Your objective → Read the data, and whenever a line holds the word "reading", report that line.

:: Dataset extract ::

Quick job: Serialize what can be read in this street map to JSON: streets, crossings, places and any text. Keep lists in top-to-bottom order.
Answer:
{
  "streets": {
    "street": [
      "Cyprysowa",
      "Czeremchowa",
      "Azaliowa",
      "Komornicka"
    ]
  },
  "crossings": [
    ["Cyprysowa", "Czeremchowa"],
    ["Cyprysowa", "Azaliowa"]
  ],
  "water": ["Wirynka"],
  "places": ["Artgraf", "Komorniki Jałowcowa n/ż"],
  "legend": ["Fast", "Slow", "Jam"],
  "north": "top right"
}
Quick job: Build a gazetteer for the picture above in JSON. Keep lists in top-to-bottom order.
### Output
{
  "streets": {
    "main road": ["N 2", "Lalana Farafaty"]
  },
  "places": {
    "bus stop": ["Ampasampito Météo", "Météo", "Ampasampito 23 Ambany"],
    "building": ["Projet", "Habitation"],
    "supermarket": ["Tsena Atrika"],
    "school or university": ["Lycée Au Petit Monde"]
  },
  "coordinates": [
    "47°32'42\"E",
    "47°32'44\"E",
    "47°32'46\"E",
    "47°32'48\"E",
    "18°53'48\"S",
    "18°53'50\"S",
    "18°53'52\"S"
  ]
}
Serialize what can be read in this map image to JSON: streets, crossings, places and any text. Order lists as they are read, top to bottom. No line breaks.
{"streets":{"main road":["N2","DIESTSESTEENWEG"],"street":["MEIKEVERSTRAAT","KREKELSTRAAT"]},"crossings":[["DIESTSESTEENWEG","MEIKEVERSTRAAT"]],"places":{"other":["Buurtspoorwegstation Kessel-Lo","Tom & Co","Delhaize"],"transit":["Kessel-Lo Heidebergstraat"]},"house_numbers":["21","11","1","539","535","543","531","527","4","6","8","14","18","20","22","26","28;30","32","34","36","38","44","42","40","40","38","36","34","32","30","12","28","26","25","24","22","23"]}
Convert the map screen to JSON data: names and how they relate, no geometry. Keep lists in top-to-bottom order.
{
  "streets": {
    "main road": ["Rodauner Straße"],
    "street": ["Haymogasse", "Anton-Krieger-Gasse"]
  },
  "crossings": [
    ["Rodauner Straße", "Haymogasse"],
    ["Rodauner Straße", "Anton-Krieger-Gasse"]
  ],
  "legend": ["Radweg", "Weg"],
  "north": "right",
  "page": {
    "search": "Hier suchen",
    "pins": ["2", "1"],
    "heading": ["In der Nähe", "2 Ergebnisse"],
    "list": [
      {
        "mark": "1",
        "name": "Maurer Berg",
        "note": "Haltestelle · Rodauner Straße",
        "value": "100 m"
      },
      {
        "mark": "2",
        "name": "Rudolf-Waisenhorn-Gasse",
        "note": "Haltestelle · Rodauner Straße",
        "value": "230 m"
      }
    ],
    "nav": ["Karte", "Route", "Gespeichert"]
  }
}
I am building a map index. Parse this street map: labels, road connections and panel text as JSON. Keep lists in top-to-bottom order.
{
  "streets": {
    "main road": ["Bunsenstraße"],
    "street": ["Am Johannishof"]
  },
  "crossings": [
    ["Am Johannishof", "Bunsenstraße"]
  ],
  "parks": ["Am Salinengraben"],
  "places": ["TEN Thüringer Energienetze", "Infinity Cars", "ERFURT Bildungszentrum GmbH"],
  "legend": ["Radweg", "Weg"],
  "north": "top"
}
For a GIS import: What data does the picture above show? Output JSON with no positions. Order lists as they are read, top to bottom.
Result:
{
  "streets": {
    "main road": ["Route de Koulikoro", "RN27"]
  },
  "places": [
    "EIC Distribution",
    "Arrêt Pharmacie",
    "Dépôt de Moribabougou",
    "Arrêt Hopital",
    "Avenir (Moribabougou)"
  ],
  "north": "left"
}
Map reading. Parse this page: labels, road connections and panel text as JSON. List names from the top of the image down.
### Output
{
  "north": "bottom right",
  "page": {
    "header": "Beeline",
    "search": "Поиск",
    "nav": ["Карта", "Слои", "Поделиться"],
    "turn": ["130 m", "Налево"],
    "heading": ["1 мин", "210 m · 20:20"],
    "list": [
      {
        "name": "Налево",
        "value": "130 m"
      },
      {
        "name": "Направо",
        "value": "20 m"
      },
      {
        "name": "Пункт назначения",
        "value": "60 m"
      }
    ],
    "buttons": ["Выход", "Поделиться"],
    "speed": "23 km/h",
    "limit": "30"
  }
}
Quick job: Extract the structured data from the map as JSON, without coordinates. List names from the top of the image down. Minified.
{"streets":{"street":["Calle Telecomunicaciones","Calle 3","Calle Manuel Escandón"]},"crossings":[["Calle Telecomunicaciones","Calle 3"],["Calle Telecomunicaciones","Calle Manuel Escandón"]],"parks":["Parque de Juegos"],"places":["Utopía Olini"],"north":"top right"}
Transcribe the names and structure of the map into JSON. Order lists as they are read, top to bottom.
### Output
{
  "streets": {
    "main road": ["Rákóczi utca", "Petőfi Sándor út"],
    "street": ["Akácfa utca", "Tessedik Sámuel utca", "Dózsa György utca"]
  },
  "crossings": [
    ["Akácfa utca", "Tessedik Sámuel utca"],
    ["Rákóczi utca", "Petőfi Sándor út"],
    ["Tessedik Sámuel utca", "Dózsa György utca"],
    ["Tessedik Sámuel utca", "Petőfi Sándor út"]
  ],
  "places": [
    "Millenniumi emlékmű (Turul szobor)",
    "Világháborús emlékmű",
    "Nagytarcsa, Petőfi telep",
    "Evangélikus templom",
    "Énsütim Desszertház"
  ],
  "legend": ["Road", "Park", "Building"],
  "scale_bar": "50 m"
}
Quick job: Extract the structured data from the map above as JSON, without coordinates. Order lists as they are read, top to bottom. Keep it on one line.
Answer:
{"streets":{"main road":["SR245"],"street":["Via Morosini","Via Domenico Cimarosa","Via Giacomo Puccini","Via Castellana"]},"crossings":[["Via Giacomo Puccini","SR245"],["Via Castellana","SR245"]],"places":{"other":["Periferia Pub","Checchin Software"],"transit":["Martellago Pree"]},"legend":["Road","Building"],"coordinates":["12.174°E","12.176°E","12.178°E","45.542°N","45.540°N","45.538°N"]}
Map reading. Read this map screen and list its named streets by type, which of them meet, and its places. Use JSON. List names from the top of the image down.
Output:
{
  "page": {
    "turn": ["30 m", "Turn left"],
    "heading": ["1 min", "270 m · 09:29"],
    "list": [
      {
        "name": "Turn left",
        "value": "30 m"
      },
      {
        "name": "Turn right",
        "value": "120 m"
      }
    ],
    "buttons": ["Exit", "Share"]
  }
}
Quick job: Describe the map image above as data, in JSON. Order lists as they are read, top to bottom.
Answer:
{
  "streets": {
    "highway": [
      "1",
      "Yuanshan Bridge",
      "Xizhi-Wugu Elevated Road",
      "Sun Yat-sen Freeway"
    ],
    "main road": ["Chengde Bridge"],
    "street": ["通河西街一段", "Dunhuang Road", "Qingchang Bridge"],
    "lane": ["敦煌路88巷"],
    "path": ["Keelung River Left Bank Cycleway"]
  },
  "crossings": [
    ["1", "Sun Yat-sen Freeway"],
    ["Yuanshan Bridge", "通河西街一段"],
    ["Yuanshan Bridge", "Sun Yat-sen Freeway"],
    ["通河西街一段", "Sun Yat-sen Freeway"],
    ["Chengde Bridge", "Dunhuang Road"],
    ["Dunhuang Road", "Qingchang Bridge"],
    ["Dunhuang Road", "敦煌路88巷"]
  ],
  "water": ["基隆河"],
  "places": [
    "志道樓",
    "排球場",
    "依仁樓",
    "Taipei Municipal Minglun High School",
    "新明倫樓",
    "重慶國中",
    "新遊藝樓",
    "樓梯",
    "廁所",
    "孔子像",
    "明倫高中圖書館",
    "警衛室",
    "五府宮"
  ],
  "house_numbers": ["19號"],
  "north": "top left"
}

:::

Reply →
Map reading. Parse this page: labels, road connections and panel text as JSON. List names from the top of the image down.
Map reading. Read this map screen and list its named streets by type, which of them meet, and its places. Use JSON. List names from the top of the image down.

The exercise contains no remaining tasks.